- _What is required_: Go through the entries below and pick out every line with "labels".

**** Listed records

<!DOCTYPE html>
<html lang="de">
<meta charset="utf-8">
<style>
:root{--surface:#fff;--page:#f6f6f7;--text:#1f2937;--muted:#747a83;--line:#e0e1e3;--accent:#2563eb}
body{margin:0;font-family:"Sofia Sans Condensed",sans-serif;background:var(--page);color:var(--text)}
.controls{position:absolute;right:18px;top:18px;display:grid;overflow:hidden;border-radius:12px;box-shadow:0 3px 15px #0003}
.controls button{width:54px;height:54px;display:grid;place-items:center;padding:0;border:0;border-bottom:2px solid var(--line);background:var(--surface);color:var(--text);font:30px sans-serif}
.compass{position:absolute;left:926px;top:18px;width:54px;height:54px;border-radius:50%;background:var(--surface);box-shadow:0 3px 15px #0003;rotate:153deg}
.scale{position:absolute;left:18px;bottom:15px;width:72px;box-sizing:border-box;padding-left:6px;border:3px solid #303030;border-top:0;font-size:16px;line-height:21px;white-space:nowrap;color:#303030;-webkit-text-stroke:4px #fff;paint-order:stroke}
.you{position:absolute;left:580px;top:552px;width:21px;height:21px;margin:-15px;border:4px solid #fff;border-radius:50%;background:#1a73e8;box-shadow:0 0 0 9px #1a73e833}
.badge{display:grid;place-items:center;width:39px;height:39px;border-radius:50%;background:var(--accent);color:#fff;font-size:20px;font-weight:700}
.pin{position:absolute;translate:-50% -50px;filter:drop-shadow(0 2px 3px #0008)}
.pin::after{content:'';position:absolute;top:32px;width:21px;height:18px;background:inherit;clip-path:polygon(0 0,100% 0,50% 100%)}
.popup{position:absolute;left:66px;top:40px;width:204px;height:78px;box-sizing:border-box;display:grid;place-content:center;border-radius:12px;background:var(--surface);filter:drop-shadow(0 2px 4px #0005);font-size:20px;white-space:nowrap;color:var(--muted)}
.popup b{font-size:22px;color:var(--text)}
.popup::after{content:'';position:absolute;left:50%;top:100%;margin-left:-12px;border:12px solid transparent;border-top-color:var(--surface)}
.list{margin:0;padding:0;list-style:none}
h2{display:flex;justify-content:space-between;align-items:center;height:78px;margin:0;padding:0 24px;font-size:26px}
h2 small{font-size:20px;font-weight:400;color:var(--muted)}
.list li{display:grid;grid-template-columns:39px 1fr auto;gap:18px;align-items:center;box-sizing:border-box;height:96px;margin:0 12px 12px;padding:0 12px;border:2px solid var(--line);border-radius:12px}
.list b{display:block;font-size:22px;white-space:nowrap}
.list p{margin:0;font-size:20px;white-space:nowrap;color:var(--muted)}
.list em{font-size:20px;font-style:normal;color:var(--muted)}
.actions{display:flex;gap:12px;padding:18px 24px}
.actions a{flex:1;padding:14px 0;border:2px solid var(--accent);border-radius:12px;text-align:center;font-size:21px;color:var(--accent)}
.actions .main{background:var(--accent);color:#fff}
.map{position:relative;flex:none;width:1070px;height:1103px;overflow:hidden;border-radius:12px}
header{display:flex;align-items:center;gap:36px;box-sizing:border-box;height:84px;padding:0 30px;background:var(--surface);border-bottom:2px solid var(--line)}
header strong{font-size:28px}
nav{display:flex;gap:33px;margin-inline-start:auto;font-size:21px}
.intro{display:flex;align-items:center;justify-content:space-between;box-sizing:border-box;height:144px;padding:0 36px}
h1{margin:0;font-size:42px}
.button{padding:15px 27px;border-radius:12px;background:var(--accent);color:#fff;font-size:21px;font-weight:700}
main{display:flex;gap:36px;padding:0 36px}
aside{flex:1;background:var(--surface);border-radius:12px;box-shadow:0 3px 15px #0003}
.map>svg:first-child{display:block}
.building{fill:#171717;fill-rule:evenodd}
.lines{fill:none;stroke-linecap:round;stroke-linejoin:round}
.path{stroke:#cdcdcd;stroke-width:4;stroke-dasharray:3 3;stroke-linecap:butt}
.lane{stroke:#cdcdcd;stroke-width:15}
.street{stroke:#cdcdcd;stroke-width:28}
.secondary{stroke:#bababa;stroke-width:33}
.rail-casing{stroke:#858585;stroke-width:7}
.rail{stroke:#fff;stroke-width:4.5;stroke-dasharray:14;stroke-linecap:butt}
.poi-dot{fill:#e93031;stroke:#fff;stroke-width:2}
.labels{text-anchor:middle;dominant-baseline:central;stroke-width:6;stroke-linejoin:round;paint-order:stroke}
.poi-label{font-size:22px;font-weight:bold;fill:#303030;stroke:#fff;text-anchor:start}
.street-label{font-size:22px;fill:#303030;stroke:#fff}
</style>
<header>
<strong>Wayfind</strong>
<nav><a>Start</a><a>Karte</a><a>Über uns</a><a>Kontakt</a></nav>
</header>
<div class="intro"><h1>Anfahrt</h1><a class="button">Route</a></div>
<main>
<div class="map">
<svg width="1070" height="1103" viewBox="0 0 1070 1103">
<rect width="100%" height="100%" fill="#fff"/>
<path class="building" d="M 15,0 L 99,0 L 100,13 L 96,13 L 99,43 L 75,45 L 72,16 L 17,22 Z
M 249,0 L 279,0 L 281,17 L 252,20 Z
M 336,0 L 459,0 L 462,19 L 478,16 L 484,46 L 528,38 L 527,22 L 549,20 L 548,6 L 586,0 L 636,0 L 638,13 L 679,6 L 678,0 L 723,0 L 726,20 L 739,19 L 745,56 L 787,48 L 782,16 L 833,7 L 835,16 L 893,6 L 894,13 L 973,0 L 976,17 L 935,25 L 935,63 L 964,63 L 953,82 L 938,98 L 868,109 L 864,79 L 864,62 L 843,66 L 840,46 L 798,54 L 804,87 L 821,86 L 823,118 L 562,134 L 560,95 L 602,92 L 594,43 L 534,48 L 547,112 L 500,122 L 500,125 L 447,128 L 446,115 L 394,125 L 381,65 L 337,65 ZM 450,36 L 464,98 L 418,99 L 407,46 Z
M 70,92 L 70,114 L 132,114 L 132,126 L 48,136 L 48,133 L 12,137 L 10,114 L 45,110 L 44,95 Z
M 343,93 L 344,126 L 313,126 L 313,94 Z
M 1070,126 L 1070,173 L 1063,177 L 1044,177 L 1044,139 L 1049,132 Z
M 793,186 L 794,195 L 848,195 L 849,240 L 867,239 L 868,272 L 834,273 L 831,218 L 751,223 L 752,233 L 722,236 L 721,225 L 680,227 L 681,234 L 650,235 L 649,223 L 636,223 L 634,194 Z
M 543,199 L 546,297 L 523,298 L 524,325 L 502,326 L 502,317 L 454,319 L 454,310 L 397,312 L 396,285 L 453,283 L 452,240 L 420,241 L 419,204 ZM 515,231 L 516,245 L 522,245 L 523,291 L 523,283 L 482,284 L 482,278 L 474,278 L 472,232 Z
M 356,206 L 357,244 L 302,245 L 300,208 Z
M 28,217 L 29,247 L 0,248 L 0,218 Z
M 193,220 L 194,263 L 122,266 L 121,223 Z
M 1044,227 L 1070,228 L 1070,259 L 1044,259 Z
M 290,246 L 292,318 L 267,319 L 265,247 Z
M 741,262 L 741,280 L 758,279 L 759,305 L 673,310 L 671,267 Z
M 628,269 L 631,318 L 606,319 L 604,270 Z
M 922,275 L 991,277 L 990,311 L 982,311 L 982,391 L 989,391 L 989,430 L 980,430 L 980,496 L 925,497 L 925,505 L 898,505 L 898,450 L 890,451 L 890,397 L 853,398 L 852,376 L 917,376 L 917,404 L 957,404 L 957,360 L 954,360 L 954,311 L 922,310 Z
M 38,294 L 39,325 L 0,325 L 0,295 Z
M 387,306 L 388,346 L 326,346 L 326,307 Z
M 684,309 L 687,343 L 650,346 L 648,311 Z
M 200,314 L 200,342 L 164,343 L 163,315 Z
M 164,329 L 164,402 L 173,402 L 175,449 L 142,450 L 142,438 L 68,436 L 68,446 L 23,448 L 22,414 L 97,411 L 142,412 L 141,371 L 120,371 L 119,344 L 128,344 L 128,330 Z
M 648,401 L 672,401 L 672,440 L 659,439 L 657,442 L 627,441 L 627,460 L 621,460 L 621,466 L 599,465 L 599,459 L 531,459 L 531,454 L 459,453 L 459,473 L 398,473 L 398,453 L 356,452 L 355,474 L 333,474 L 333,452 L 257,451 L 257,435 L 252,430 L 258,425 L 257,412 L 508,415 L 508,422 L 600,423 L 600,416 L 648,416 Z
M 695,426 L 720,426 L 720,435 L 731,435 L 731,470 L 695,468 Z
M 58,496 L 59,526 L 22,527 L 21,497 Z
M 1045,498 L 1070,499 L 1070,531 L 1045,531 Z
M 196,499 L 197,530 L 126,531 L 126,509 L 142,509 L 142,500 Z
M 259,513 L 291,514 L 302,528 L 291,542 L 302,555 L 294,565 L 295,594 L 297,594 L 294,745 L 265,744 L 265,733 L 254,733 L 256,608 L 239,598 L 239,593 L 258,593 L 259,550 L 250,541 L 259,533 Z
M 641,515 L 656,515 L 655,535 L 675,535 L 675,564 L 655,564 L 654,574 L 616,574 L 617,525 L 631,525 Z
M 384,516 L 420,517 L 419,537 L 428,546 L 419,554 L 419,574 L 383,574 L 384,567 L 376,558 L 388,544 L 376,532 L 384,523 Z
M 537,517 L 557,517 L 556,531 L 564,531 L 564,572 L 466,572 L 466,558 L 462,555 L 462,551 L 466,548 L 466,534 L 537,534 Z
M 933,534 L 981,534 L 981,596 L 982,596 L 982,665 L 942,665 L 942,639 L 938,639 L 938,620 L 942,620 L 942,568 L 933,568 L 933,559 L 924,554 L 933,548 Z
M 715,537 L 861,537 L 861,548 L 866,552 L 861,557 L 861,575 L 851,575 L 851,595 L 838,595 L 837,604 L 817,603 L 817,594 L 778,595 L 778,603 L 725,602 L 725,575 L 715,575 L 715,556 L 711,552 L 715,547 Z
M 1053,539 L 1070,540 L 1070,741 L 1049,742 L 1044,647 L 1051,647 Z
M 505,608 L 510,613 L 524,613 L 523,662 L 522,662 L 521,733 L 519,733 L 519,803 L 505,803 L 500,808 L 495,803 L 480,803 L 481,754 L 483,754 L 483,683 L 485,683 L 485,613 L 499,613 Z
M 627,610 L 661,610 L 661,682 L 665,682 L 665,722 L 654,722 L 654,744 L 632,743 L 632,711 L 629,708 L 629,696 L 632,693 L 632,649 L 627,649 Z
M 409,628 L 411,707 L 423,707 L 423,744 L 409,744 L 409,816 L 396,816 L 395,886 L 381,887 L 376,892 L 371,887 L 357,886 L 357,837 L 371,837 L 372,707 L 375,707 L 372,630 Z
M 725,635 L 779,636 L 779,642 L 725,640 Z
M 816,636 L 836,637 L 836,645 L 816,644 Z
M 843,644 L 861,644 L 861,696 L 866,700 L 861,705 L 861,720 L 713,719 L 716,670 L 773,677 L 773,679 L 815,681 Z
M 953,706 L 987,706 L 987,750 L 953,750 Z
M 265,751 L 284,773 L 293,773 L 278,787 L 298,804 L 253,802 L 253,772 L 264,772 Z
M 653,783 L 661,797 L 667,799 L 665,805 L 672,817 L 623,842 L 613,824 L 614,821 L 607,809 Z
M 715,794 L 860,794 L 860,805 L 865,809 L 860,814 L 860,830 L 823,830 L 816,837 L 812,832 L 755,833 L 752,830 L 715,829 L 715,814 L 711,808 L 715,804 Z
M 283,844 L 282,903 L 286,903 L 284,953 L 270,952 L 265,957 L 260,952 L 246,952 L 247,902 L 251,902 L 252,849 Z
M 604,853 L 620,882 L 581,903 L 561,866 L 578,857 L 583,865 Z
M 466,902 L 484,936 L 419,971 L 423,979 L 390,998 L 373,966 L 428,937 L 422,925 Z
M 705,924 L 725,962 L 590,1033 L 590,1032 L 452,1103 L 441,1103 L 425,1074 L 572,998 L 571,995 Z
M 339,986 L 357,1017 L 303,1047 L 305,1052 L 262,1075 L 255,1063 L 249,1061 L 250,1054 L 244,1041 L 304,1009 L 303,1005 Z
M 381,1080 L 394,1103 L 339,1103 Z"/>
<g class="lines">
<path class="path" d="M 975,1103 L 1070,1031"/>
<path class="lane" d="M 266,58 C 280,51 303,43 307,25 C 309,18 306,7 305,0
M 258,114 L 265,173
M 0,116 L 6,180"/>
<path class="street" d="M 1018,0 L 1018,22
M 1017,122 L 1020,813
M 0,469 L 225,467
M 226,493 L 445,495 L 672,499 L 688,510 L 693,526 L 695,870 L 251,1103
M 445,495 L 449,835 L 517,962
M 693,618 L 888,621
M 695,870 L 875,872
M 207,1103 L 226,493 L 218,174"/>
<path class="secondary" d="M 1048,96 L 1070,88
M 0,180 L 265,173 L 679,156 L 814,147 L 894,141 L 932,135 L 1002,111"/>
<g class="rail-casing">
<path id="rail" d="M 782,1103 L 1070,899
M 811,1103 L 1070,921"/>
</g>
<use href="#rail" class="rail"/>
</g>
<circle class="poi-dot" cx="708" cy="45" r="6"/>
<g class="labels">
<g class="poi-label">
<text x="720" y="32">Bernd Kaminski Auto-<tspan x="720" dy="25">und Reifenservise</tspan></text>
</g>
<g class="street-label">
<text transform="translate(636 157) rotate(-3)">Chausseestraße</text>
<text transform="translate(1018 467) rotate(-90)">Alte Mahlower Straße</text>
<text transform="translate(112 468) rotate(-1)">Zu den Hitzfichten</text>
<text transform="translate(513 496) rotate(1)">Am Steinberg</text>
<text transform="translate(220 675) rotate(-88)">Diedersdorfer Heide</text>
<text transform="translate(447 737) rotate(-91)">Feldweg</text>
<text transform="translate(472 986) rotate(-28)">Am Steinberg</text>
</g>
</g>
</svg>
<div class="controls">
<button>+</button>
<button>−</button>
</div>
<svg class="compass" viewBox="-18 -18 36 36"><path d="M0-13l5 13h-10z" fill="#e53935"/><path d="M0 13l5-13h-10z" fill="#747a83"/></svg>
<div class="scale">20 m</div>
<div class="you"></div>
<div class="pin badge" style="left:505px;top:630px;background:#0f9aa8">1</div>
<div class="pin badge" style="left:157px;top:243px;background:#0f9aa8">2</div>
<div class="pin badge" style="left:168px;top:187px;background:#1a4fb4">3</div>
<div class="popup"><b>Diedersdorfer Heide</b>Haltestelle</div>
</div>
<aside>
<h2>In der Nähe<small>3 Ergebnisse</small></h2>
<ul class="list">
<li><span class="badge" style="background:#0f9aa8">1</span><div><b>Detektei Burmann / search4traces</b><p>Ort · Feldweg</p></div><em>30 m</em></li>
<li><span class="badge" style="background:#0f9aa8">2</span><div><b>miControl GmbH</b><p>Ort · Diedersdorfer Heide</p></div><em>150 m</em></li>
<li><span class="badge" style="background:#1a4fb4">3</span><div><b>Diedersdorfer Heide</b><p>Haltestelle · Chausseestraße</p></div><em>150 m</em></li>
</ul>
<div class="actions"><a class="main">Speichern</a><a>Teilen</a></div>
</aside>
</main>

********

- _Solution below_:
.labels{text-anchor:middle;dominant-baseline:central;stroke-width:6;stroke-linejoin:round;paint-order:stroke}
<g class="labels">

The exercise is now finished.